In summary, we find the commissioner's grant of the application to establish and maintain the proposed branch was supported by substantial evidence. The statutory requirements were sufficiently *148 met. It is unnecessary to rule on the commissioner's disposition of the "village" requirement because the amendment to the statute makes that issue moot.
Thus, the reversal by the trial court of the commissioner's grant of the application was in error and must be reversed.
Reversed and the findings of the Commissioner of Financial Institutions are affirmed.
NOTES
[*] Circuit judge, sitting on the Court of Appeals by assignment.
[1] In 1974, defendant-appellant, The Saline Bank, a Michigan Banking Corporation, was acquired by Manufacturers National Corporation, a bank holding company.
[2] The trial court's judgment was entered on September 9, 1977, prior to the hereinafter referred to 1978 amendment to the statute.
[3] 1978 PA 17, effective February 14, 1978, amended § 171(1) to read as indicated.
[4] A branch may not be established in a city or incorporated village if there is already a state bank, a national bank, or a branch of either in operation.
[5] Cornell Development Co v Ypsilanti, 48 Mich App 261; 210 NW2d 259 (1973), Swinehart v Secretary of State, 27 Mich App 318; 183 NW2d 397 (1970).

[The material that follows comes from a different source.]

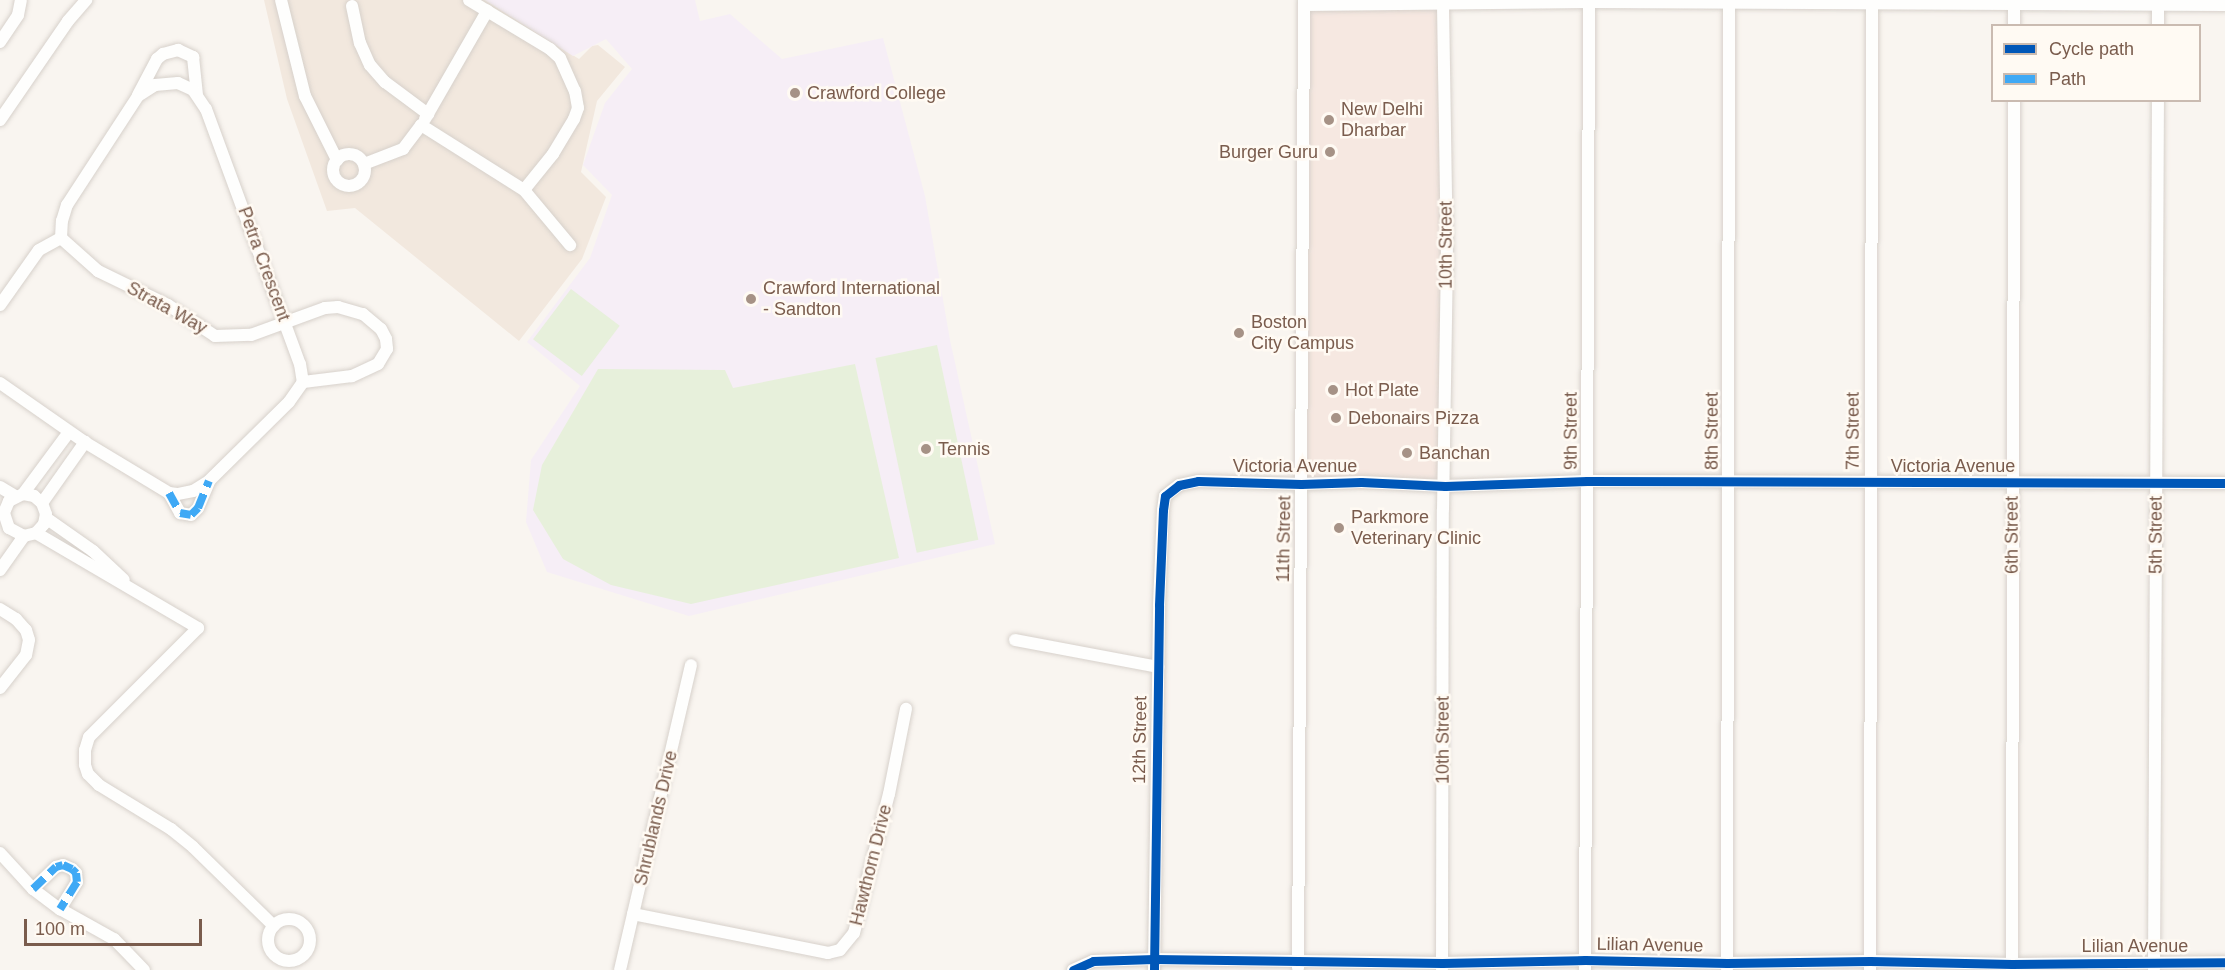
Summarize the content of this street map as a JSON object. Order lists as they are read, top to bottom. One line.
{"streets":{"street":["10th Street","Petra Crescent","Strata Way","9th Street","8th Street","7th Street","Victoria Avenue","6th Street","5th Street","11th Street","12th Street","Shrublands Drive","Hawthorn Drive","Lilian Avenue"]},"crossings":[["10th Street","Victoria Avenue"],["10th Street","Lilian Avenue"],["Petra Crescent","Strata Way"],["9th Street","Victoria Avenue"],["9th Street","Lilian Avenue"],["8th Street","Victoria Avenue"],["8th Street","Lilian Avenue"],["7th Street","Victoria Avenue"],["7th Street","Lilian Avenue"],["Victoria Avenue","6th Street"],["Victoria Avenue","5th Street"],["Victoria Avenue","11th Street"],["Victoria Avenue","12th Street"],["6th Street","Lilian Avenue"],["5th Street","Lilian Avenue"],["11th Street","Lilian Avenue"],["12th Street","Lilian Avenue"],["Shrublands Drive","Hawthorn Drive"]],"places":["Crawford College","New Delhi Dharbar","Burger Guru","Crawford International - Sandton","Boston City Campus","Hot Plate","Debonairs Pizza","Tennis","Banchan","Parkmore Veterinary Clinic"],"legend":["Cycle path","Path"],"scale_bar":"100 m"}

[6] MCL 24.306; MSA 3.560(206).
[7] 393 Mich 116, 124; 223 NW2d 283 (1974). The line between a meaningful review and an evaluation of all the evidence on the one hand and giving due deference to administrative expertise and the province of exclusive administrative fact-finding on the other, is not only narrow, but difficult to draw. It is neither substituting a new judgment on the facts nor rubber-stamping approval of administrative decisions. No one has described it better than Justice FITZGERALD.

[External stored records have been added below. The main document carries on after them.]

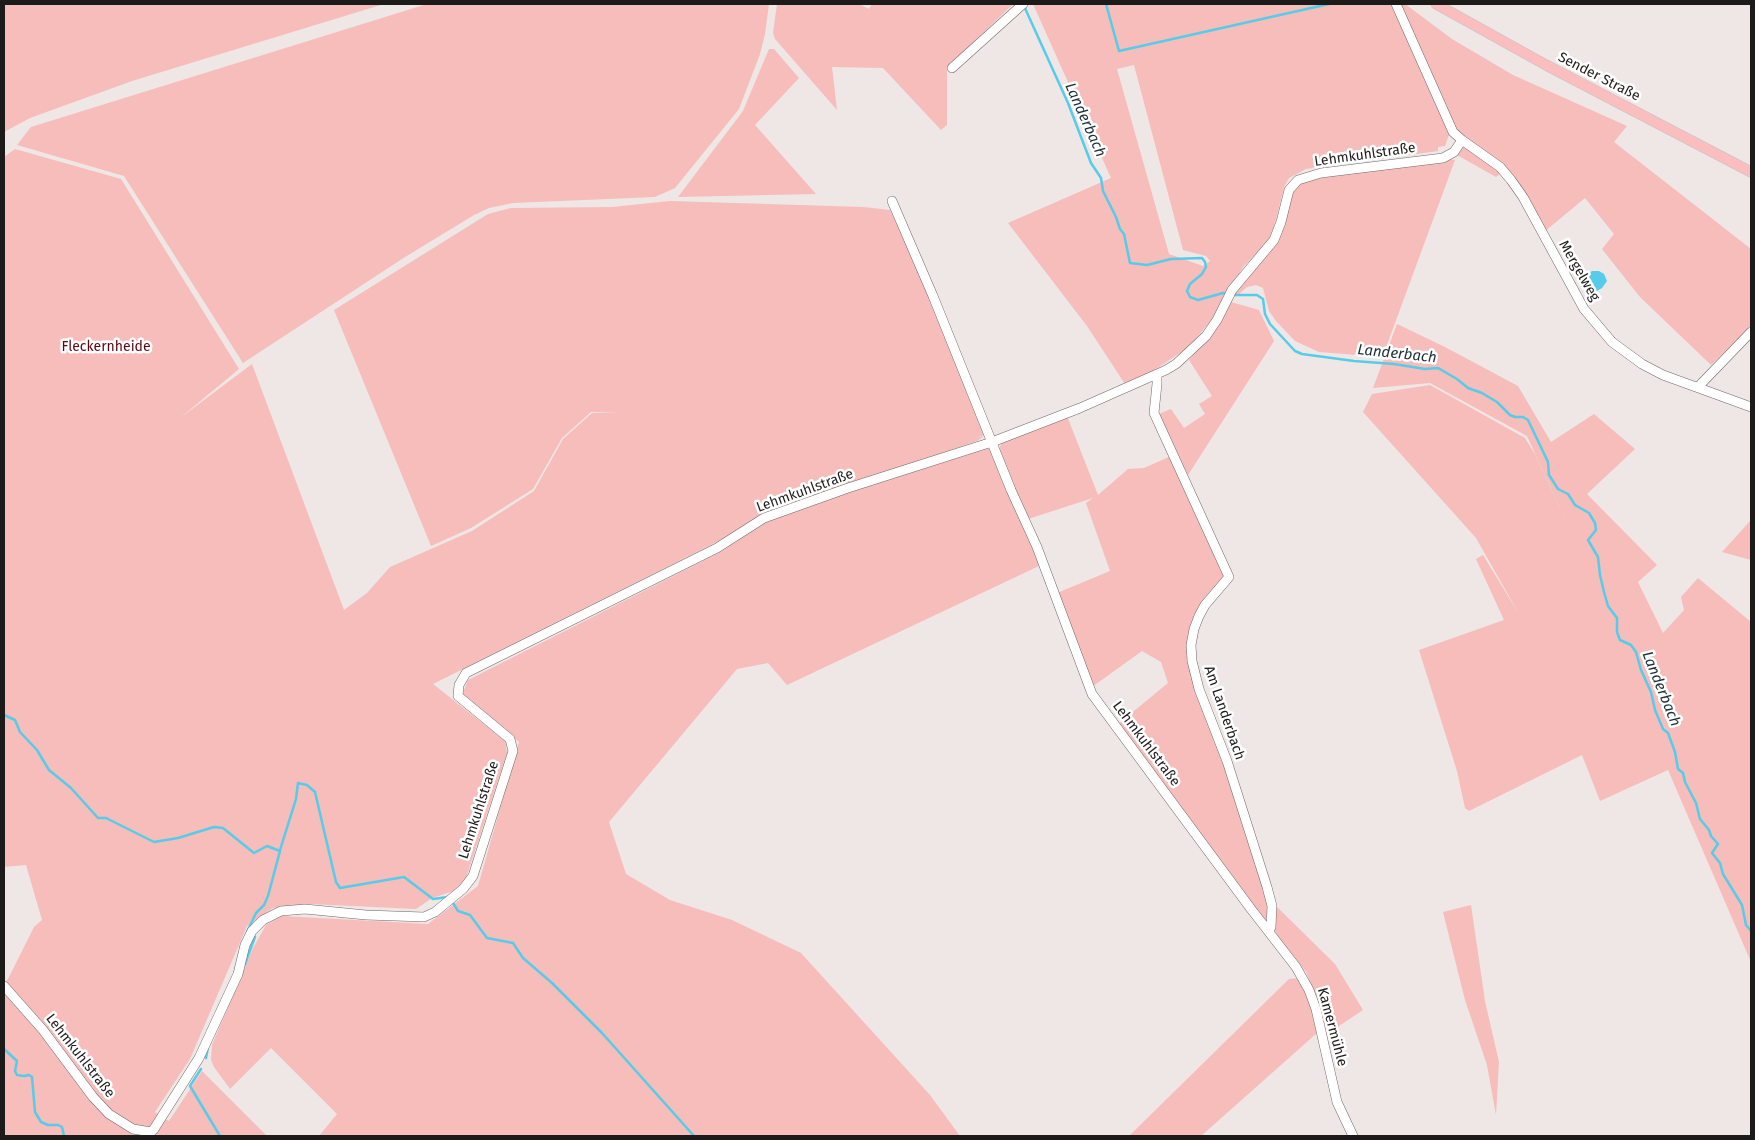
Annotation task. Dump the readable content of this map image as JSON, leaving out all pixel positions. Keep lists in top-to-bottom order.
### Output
{
  "streets": {
    "main road": ["Sender Straße"],
    "street": [
      "Lehmkuhlstraße",
      "Mergelweg",
      "Am Landerbach",
      "Kamermühle"
    ]
  },
  "crossings": [
    ["Lehmkuhlstraße", "Mergelweg"],
    ["Lehmkuhlstraße", "Am Landerbach"],
    ["Lehmkuhlstraße", "Kamermühle"],
    ["Am Landerbach", "Kamermühle"]
  ],
  "water": ["Landerbach"],
  "parks": ["Fleckernheide"]
}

[8] 322 Mich 230, 243-244; 33 NW2d 772 (1948); also see, 19 Wayne L Rev 1137 (1973), for discussion of meaning of necessity under the Michigan cases.
[9] 347 Mich 33, 45-46; 78 NW2d 612 (1956).
[10] 1969 PA 319, immediate effect August 20 (MCL 487.301 et seq.; 23.710(1) et seq.).
[11] Moran v State Banking Commissioner, supra.
[12] MCL 487.302; MSA 23.710(2).
[13] See, 71 Yale L J 502 (1962) for an interesting article on banking competition.
[14] Report on the Michigan Banking Structure, § XI(B), pp 92-93, Prepared for the Joint Senate-House Bank Study Committee of the Michigan Legislature, January 10, 1969, which states in part:
"In particular the case for the present rule which extends `protection' to all banking offices, whereby any city or village that has a banking office (main office or branch) is closed to branching by any bank from outside the city or village, strikes us as weak. One effect of this rule is to cause a fragmentation of banking services in metropolitan areas. To the extent that such statutes can be shown to be essential to preserve small, independent banks they may be justified. But too often they serve merely to protect perfectly healthy and vigorous banks from the cold breeze of competition. And it should never be forgotten that healthy competition among banks is always in the best interest of the public, regardless of the fact that it may result in a more difficult or less profitable life for individual bankers."
[15] MCL 487.311-487.315, 487.319, 487.335-487.337, 487.425; MSA 23.710(11)-23.710(15), 23.710(19), 23.710(35)-23.710(37), 23.710(125).
[16] 27 Mich App 271, 306-307; 183 NW2d 436 (1970).